**Saved entries**
○ ○ ○ ○

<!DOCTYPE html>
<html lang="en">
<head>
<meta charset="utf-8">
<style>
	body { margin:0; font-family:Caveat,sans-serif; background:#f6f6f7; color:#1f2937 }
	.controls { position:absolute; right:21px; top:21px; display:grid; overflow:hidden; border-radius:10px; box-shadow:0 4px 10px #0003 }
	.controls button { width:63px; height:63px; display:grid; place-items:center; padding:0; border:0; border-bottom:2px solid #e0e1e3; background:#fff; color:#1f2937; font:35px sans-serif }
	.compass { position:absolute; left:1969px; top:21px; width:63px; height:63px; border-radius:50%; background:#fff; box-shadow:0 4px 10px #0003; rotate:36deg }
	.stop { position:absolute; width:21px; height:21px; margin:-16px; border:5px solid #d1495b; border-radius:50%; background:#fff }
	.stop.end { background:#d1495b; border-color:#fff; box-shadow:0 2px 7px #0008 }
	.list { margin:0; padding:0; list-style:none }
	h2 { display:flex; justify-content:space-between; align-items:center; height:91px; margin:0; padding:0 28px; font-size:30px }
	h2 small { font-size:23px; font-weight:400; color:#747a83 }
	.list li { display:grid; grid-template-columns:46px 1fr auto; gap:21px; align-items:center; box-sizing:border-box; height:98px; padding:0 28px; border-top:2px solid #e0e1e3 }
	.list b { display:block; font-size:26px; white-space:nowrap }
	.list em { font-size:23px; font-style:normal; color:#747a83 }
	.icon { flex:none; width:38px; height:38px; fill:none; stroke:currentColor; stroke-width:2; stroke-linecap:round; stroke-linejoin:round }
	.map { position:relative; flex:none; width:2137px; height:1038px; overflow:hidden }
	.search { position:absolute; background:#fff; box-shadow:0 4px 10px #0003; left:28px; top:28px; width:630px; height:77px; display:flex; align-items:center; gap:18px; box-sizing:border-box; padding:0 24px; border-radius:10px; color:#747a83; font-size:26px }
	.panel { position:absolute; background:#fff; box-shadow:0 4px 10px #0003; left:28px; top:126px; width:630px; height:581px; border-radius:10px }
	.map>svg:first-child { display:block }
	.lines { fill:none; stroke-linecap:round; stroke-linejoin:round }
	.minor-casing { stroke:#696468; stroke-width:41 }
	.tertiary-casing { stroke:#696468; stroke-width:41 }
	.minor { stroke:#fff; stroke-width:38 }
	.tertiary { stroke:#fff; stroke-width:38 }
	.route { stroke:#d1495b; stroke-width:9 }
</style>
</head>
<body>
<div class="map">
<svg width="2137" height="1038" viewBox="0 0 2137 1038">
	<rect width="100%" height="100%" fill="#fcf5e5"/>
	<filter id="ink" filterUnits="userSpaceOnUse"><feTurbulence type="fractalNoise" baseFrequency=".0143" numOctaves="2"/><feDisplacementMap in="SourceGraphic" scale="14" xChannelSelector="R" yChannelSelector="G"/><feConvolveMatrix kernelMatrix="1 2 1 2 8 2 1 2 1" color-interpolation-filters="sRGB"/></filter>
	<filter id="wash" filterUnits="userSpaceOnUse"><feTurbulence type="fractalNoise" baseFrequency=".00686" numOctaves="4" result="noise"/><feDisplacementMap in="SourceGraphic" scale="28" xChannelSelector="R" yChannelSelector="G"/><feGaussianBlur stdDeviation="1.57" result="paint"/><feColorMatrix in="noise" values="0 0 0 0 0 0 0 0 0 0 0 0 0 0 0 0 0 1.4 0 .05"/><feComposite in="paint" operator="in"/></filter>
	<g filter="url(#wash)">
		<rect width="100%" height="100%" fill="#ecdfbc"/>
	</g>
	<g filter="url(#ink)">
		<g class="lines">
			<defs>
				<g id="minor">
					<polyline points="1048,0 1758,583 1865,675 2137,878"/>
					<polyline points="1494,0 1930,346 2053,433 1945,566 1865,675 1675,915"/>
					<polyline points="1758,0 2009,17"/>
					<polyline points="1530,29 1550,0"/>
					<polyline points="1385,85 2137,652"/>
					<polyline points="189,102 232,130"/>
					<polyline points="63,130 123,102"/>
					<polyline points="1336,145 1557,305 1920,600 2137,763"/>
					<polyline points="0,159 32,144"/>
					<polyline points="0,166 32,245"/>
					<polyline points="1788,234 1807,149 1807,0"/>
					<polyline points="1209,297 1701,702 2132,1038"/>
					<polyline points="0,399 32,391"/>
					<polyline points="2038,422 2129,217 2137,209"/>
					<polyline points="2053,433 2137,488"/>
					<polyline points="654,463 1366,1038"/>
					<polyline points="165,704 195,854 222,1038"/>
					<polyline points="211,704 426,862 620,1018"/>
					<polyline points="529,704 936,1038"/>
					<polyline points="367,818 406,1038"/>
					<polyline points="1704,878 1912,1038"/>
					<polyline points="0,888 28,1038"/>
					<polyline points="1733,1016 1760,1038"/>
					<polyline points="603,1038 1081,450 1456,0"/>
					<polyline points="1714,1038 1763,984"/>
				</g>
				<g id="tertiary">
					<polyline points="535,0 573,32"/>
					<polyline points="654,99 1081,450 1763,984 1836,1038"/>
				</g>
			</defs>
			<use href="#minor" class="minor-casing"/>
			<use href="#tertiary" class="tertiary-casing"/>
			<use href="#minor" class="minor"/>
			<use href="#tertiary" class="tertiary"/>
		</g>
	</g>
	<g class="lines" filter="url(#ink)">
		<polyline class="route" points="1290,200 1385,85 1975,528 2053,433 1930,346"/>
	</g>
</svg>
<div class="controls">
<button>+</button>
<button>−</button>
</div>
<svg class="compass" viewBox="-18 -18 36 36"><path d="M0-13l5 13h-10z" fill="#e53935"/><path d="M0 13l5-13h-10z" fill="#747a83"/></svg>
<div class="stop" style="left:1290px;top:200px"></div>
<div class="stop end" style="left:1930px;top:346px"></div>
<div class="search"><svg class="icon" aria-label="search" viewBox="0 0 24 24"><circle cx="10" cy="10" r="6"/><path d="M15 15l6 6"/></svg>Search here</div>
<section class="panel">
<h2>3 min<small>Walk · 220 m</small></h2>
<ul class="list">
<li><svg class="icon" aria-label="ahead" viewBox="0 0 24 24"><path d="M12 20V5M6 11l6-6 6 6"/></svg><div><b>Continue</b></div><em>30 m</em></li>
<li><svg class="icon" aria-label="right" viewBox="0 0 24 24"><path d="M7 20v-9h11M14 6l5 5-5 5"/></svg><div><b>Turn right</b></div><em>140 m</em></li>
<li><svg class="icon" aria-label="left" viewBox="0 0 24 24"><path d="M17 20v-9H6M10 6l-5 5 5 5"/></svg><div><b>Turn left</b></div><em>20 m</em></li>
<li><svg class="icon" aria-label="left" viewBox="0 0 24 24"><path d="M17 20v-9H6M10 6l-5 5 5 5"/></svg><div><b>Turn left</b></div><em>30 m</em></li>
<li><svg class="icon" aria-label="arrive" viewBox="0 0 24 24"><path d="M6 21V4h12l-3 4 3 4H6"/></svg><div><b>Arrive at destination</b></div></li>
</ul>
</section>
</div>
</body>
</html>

○ ○ ○ ○

**The task**
Take the line with "<button>+</button>" and all lines after it through the end of the records, and write them out exactly; include nothing else.

**Response to this exercise**
<button>+</button>
<button>−</button>
</div>
<svg class="compass" viewBox="-18 -18 36 36"><path d="M0-13l5 13h-10z" fill="#e53935"/><path d="M0 13l5-13h-10z" fill="#747a83"/></svg>
<div class="stop" style="left:1290px;top:200px"></div>
<div class="stop end" style="left:1930px;top:346px"></div>
<div class="search"><svg class="icon" aria-label="search" viewBox="0 0 24 24"><circle cx="10" cy="10" r="6"/><path d="M15 15l6 6"/></svg>Search here</div>
<section class="panel">
<h2>3 min<small>Walk · 220 m</small></h2>
<ul class="list">
<li><svg class="icon" aria-label="ahead" viewBox="0 0 24 24"><path d="M12 20V5M6 11l6-6 6 6"/></svg><div><b>Continue</b></div><em>30 m</em></li>
<li><svg class="icon" aria-label="right" viewBox="0 0 24 24"><path d="M7 20v-9h11M14 6l5 5-5 5"/></svg><div><b>Turn right</b></div><em>140 m</em></li>
<li><svg class="icon" aria-label="left" viewBox="0 0 24 24"><path d="M17 20v-9H6M10 6l-5 5 5 5"/></svg><div><b>Turn left</b></div><em>20 m</em></li>
<li><svg class="icon" aria-label="left" viewBox="0 0 24 24"><path d="M17 20v-9H6M10 6l-5 5 5 5"/></svg><div><b>Turn left</b></div><em>30 m</em></li>
<li><svg class="icon" aria-label="arrive" viewBox="0 0 24 24"><path d="M6 21V4h12l-3 4 3 4H6"/></svg><div><b>Arrive at destination</b></div></li>
</ul>
</section>
</div>
</body>
</html>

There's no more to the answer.